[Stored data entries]

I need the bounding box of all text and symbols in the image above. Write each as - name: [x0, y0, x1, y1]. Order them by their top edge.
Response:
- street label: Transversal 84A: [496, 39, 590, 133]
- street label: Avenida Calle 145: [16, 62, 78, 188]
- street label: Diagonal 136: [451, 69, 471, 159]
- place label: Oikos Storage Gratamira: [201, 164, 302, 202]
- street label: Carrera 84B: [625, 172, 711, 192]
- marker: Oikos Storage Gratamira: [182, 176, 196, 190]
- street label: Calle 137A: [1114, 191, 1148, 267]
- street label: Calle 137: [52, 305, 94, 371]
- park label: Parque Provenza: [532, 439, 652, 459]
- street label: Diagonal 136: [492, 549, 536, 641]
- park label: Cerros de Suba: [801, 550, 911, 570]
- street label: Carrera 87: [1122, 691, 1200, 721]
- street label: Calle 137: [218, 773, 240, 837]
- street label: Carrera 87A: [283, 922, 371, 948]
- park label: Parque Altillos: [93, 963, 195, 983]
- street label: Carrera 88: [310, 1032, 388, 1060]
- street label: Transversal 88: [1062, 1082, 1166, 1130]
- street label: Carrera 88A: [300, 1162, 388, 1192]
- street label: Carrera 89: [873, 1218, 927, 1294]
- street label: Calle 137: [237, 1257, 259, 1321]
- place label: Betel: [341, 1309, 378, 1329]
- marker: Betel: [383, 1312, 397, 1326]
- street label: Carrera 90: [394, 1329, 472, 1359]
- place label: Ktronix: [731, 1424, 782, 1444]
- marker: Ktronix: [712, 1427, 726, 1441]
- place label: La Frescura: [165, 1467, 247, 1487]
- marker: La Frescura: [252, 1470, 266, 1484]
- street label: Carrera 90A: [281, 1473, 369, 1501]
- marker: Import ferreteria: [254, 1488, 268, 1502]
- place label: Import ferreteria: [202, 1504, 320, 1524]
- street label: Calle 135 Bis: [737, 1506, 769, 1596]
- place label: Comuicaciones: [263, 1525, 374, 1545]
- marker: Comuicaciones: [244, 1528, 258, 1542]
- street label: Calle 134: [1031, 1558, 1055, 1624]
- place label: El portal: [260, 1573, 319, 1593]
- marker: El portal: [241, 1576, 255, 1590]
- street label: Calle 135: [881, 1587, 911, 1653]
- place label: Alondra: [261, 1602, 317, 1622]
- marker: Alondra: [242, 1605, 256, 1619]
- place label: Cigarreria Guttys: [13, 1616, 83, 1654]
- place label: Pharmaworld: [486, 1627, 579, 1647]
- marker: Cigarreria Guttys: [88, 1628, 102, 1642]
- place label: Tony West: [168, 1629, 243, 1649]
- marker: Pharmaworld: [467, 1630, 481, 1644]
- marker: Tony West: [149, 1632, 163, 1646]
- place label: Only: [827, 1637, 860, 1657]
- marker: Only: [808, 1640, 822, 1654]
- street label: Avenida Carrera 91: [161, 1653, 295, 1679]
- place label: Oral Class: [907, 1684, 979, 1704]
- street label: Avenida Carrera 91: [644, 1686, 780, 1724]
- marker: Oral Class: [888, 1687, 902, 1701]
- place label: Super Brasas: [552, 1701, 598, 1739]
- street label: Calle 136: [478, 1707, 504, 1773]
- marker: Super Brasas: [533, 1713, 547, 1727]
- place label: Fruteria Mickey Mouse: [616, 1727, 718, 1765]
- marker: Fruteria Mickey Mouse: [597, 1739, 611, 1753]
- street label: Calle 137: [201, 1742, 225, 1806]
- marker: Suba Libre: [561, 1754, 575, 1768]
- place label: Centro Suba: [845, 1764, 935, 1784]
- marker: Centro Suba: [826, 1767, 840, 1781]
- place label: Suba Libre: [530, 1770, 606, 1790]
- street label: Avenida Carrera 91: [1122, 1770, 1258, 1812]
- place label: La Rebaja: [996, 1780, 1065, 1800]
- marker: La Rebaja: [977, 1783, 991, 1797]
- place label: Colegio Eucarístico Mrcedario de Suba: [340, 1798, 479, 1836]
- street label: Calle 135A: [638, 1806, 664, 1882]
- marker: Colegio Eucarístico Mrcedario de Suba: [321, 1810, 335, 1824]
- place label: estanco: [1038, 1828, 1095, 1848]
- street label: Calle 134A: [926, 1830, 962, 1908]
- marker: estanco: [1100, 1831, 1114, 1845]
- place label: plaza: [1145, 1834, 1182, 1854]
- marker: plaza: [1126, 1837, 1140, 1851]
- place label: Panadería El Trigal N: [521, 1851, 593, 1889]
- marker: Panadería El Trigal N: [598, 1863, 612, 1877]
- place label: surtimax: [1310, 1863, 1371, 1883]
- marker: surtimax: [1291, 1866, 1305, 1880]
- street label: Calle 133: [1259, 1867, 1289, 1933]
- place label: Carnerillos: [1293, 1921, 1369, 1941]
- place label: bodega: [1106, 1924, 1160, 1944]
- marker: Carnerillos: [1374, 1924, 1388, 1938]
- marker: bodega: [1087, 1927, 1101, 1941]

__WORK REQUEST__.
Each record shown above must be reproduced exactly.

__RESULT FOR THIS EXERCISE__.
I need the bounding box of all text and symbols in the image above. Write each as - name: [x0, y0, x1, y1]. Order them by their top edge.
Response:
- street label: Transversal 84A: [496, 39, 590, 133]
- street label: Avenida Calle 145: [16, 62, 78, 188]
- street label: Diagonal 136: [451, 69, 471, 159]
- place label: Oikos Storage Gratamira: [201, 164, 302, 202]
- street label: Carrera 84B: [625, 172, 711, 192]
- marker: Oikos Storage Gratamira: [182, 176, 196, 190]
- street label: Calle 137A: [1114, 191, 1148, 267]
- street label: Calle 137: [52, 305, 94, 371]
- park label: Parque Provenza: [532, 439, 652, 459]
- street label: Diagonal 136: [492, 549, 536, 641]
- park label: Cerros de Suba: [801, 550, 911, 570]
- street label: Carrera 87: [1122, 691, 1200, 721]
- street label: Calle 137: [218, 773, 240, 837]
- street label: Carrera 87A: [283, 922, 371, 948]
- park label: Parque Altillos: [93, 963, 195, 983]
- street label: Carrera 88: [310, 1032, 388, 1060]
- street label: Transversal 88: [1062, 1082, 1166, 1130]
- street label: Carrera 88A: [300, 1162, 388, 1192]
- street label: Carrera 89: [873, 1218, 927, 1294]
- street label: Calle 137: [237, 1257, 259, 1321]
- place label: Betel: [341, 1309, 378, 1329]
- marker: Betel: [383, 1312, 397, 1326]
- street label: Carrera 90: [394, 1329, 472, 1359]
- place label: Ktronix: [731, 1424, 782, 1444]
- marker: Ktronix: [712, 1427, 726, 1441]
- place label: La Frescura: [165, 1467, 247, 1487]
- marker: La Frescura: [252, 1470, 266, 1484]
- street label: Carrera 90A: [281, 1473, 369, 1501]
- marker: Import ferreteria: [254, 1488, 268, 1502]
- place label: Import ferreteria: [202, 1504, 320, 1524]
- street label: Calle 135 Bis: [737, 1506, 769, 1596]
- place label: Comuicaciones: [263, 1525, 374, 1545]
- marker: Comuicaciones: [244, 1528, 258, 1542]
- street label: Calle 134: [1031, 1558, 1055, 1624]
- place label: El portal: [260, 1573, 319, 1593]
- marker: El portal: [241, 1576, 255, 1590]
- street label: Calle 135: [881, 1587, 911, 1653]
- place label: Alondra: [261, 1602, 317, 1622]
- marker: Alondra: [242, 1605, 256, 1619]
- place label: Cigarreria Guttys: [13, 1616, 83, 1654]
- place label: Pharmaworld: [486, 1627, 579, 1647]
- marker: Cigarreria Guttys: [88, 1628, 102, 1642]
- place label: Tony West: [168, 1629, 243, 1649]
- marker: Pharmaworld: [467, 1630, 481, 1644]
- marker: Tony West: [149, 1632, 163, 1646]
- place label: Only: [827, 1637, 860, 1657]
- marker: Only: [808, 1640, 822, 1654]
- street label: Avenida Carrera 91: [161, 1653, 295, 1679]
- place label: Oral Class: [907, 1684, 979, 1704]
- street label: Avenida Carrera 91: [644, 1686, 780, 1724]
- marker: Oral Class: [888, 1687, 902, 1701]
- place label: Super Brasas: [552, 1701, 598, 1739]
- street label: Calle 136: [478, 1707, 504, 1773]
- marker: Super Brasas: [533, 1713, 547, 1727]
- place label: Fruteria Mickey Mouse: [616, 1727, 718, 1765]
- marker: Fruteria Mickey Mouse: [597, 1739, 611, 1753]
- street label: Calle 137: [201, 1742, 225, 1806]
- marker: Suba Libre: [561, 1754, 575, 1768]
- place label: Centro Suba: [845, 1764, 935, 1784]
- marker: Centro Suba: [826, 1767, 840, 1781]
- place label: Suba Libre: [530, 1770, 606, 1790]
- street label: Avenida Carrera 91: [1122, 1770, 1258, 1812]
- place label: La Rebaja: [996, 1780, 1065, 1800]
- marker: La Rebaja: [977, 1783, 991, 1797]
- place label: Colegio Eucarístico Mrcedario de Suba: [340, 1798, 479, 1836]
- street label: Calle 135A: [638, 1806, 664, 1882]
- marker: Colegio Eucarístico Mrcedario de Suba: [321, 1810, 335, 1824]
- place label: estanco: [1038, 1828, 1095, 1848]
- street label: Calle 134A: [926, 1830, 962, 1908]
- marker: estanco: [1100, 1831, 1114, 1845]
- place label: plaza: [1145, 1834, 1182, 1854]
- marker: plaza: [1126, 1837, 1140, 1851]
- place label: Panadería El Trigal N: [521, 1851, 593, 1889]
- marker: Panadería El Trigal N: [598, 1863, 612, 1877]
- place label: surtimax: [1310, 1863, 1371, 1883]
- marker: surtimax: [1291, 1866, 1305, 1880]
- street label: Calle 133: [1259, 1867, 1289, 1933]
- place label: Carnerillos: [1293, 1921, 1369, 1941]
- place label: bodega: [1106, 1924, 1160, 1944]
- marker: Carnerillos: [1374, 1924, 1388, 1938]
- marker: bodega: [1087, 1927, 1101, 1941]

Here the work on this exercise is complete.